The New Zone Gallery announced that it will be leaving its downtown digs at 164 W. Broadway in August after a 10-year run. Steve LaRiccia, New Zone’s treasurer and gallery coordinator, tells EW that the gallery is grateful to Oregon Contemporary Theatre, which has been subsidizing rent.

“The owners of the building, Oregon Contemporary Theatre, who have leased us that space, they found a tenant to rent that space for like $3,000 a month,” LaRiccia says, “and we were paying $250.”

LaRiccia recalls finding the space as a venue for New Zone’s annual Salon de Refusés exhibit in 2006.

“Things have changed since I found that space 10 years ago,” LaRiccia says. “That place was pretty much dead.” LaRiccia says the New Zone board is actively looking for spaces, as well as partnerships with a building owner or a property management company that would like to work with a 501(c)(3) nonprofit. 

“We could not afford to pay fair market value for a place,” LaRiccia says, adding that “worst-case scenario is we could become homeless — New Zone has been homeless before in the past.” 

New Zone Gallery will occupy the space until mid-August, when it will host a show Aug. 12-13 with the Art Maggots, an art group from the late ’70s. LaRiccia says the gallery will also continue with its June-July show cycle and First Friday ArtWalks. The Aug. 5 First Friday ArtWalk will be the “blow-out” closing reception. 

On a positive note, LaRiccia says the Arts and Business Alliance of Eugene (ABAE) has selected New Zone for the 2016 Fentress Endowment Award, which will be awarded at ABAE’s annual BRAVA breakfast June 3. The award comes with a grant to support operating costs.

EW is sorry to see yet another art space leave downtown.

Curtain controversy: Shortly after the Jordan Schnitzer Museum of Art opened Zackary Drucker and Rhys Ernst: Relationship — an exhibit that visually explores a transgender couple’s transition — the museum decided to hang heavy black curtains at the entrance to the show. 

According to Daily Emerald coverage, the decision came after receiving complaints from volunteers for a museum children’s program who said the content was inappropriate for youth passing by. The Emerald also writes that JSMA Director Jill Hartz says the content could be a “trigger.” 
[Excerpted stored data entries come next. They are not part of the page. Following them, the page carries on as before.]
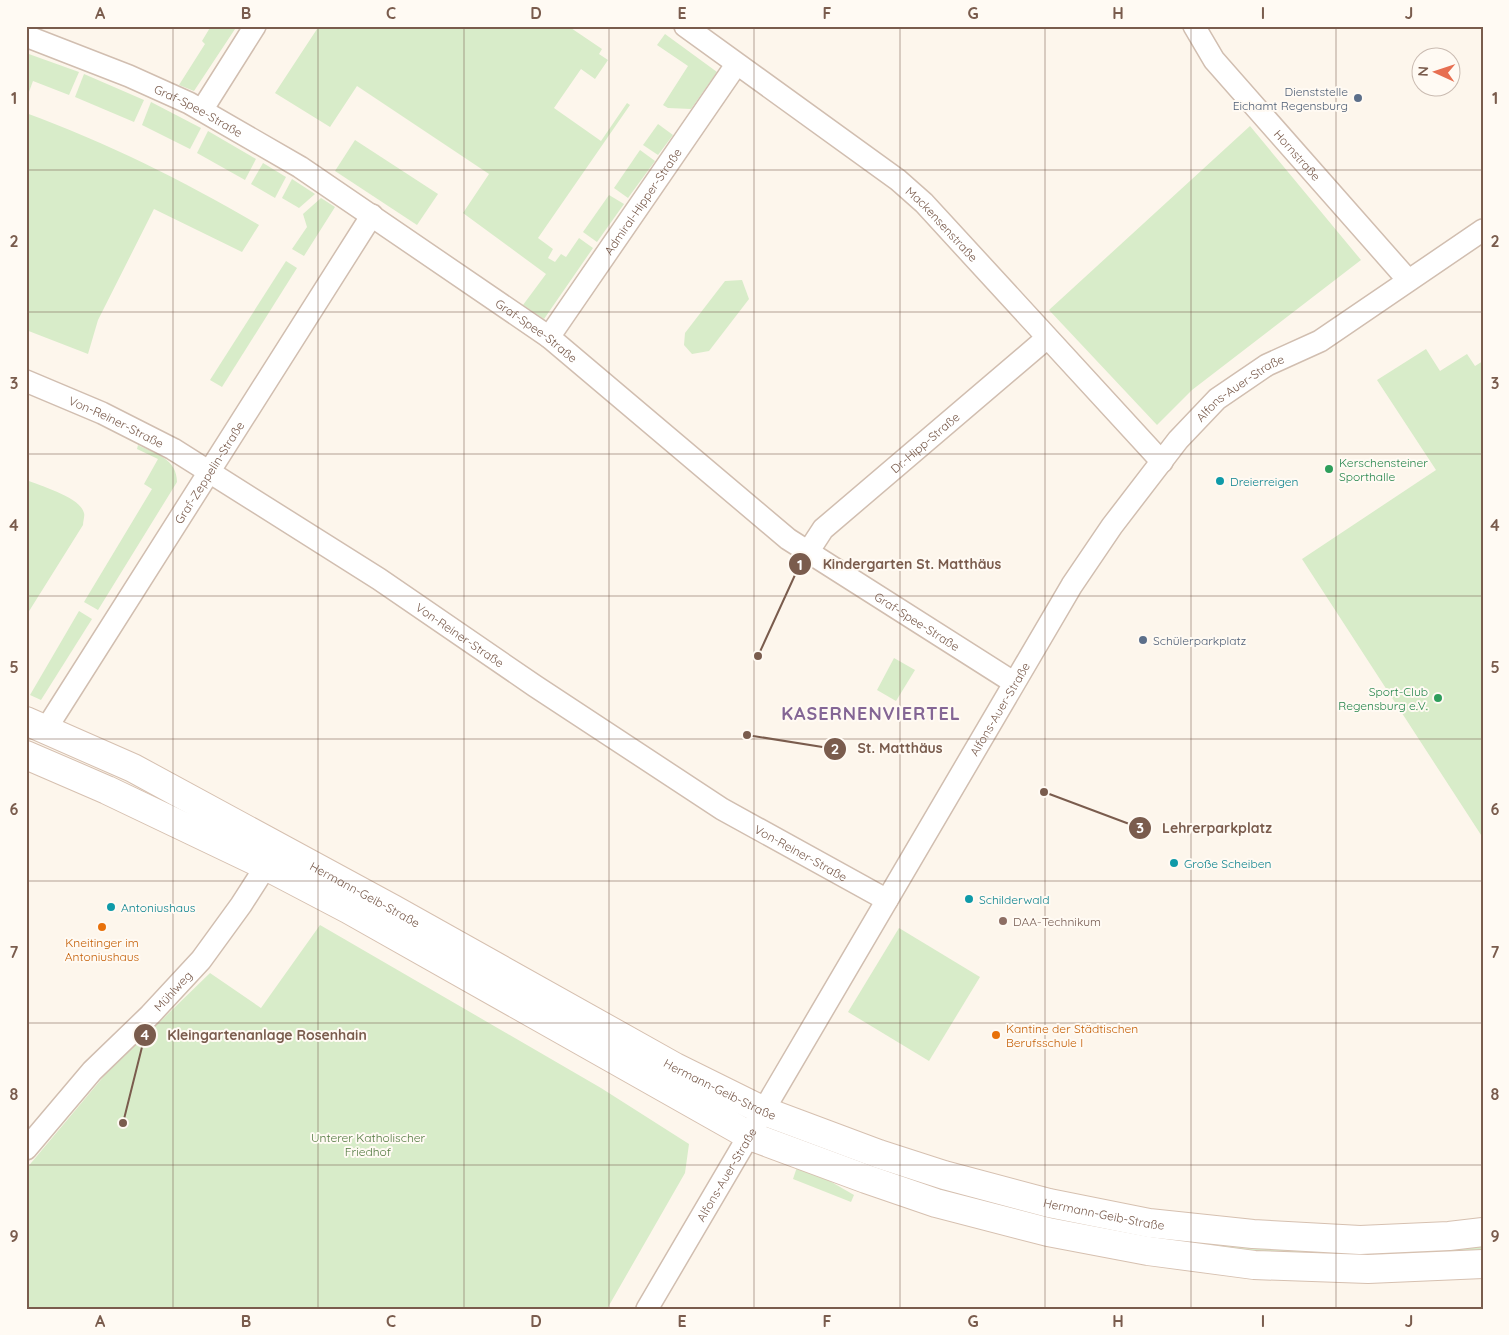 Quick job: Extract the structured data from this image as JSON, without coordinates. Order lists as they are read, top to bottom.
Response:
{
  "streets": {
    "street": [
      "Graf-Spee-Straße",
      "Hornstraße",
      "Admiral-Hipper-Straße",
      "Mackensenstraße",
      "Alfons-Auer-Straße",
      "Von-Reiner-Straße",
      "Dr.-Hipp-Straße",
      "Graf-Zeppelin-Straße",
      "Hermann-Geib-Straße",
      "Mühlweg"
    ]
  },
  "crossings": [
    ["Graf-Spee-Straße", "Admiral-Hipper-Straße"],
    ["Graf-Spee-Straße", "Alfons-Auer-Straße"],
    ["Graf-Spee-Straße", "Dr.-Hipp-Straße"],
    ["Graf-Spee-Straße", "Graf-Zeppelin-Straße"],
    ["Hornstraße", "Alfons-Auer-Straße"],
    ["Admiral-Hipper-Straße", "Mackensenstraße"],
    ["Mackensenstraße", "Alfons-Auer-Straße"],
    ["Mackensenstraße", "Dr.-Hipp-Straße"],
    ["Alfons-Auer-Straße", "Von-Reiner-Straße"],
    ["Alfons-Auer-Straße", "Hermann-Geib-Straße"],
    ["Von-Reiner-Straße", "Graf-Zeppelin-Straße"],
    ["Graf-Zeppelin-Straße", "Hermann-Geib-Straße"],
    ["Hermann-Geib-Straße", "Mühlweg"]
  ],
  "districts": ["KASERNENVIERTEL"],
  "parks": ["Unterer Katholischer Friedhof"],
  "places": [
    "Dienststelle Eichamt Regensburg",
    "Kerschensteiner Sporthalle",
    "Dreierreigen",
    "Schülerparkplatz",
    "Kindergarten St. Matthäus",
    "Sport-Club Regensburg e.V.",
    "St. Matthäus",
    "Lehrerparkplatz",
    "Große Scheiben",
    "Schilderwald",
    "Antoniushaus",
    "DAA-Technikum",
    "Kneitinger im Antoniushaus",
    "Kantine der Städtischen Berufsschule I",
    "Kleingartenanlage Rosenhain"
  ],
  "north": "left",
  "grid": {
    "columns": [
      "A",
      "B",
      "C",
      "D",
      "E",
      "F",
      "G",
      "H",
      "I",
      "J"
    ],
    "rows": [
      "1",
      "2",
      "3",
      "4",
      "5",
      "6",
      "7",
      "8",
      "9"
    ]
  }
} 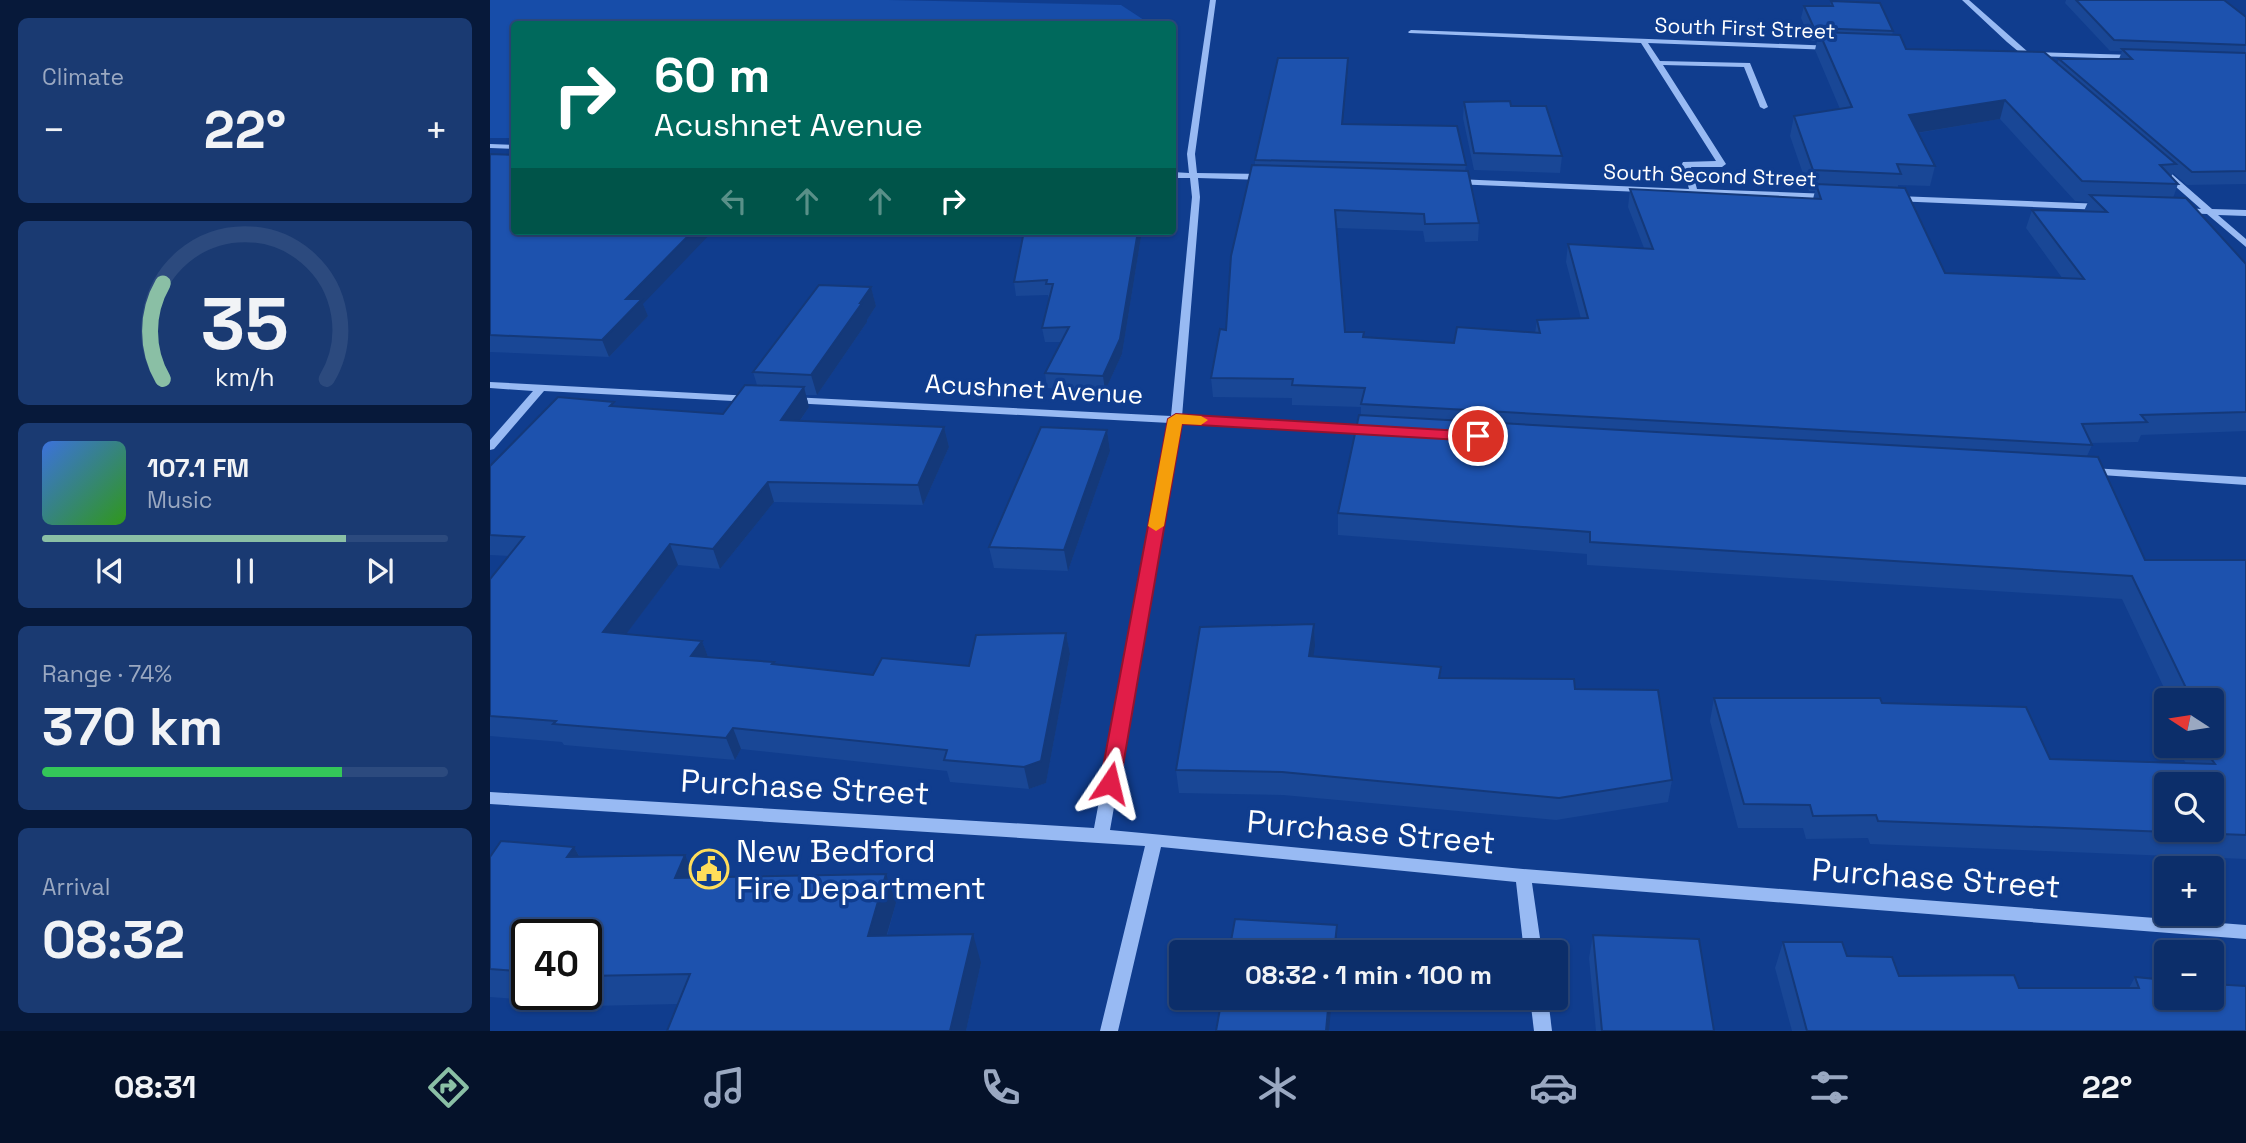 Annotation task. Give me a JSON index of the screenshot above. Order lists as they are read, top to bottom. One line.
{"streets":{"street":["South First Street","South Second Street","Acushnet Avenue","Purchase Street"]},"places":{"public building":["New Bedford Fire Department"]},"north":"left","page":{"tile":["Climate",["Range · 74%","370 km"],["Arrival","08:32"]],"turn":["60 m","Acushnet Avenue"],"heat":["−","22°","+"],"song":["107.1 FM","Music"],"map_buttons":["+","−"],"limit":"40","trip":"08:32 · 1 min · 100 m","tabs":["08:31","22°"],"gauge":["35","km/h"]}}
The paper shared an email from the artists: “Since there is no overt nudity or sexuality depicted, we are flummoxed as to what ‘preventative’ use the black curtains serve in blocking off the artwork,” they wrote, adding: “It’s no coincidence that this issue comes up at a time when trans* bodies are being checked, questioned, declined entrance and otherwise repressed as part of a backlash against LGBT rights.” 

JSMA communications manager Debbie Williamson tells EW that the curtains have now been removed, sharing the JSMA’s official statement: 

“We deeply appreciate the responses we’ve received regarding our use of drapes (closed when the museum is closed to the public and open when the museum is open to the public) and whether the exhibition is appropriate for children,” the statement says. “After careful consideration, we have decided to remove the drapes in support of the artists’ statement that the exhibition is ‘tender, playful and complex.’”  

Taking down the curtains was the right decision. This exhibit could be a teaching moment, rather than a stigmatizing one. Relationship is on view, sans drapes, through June 26.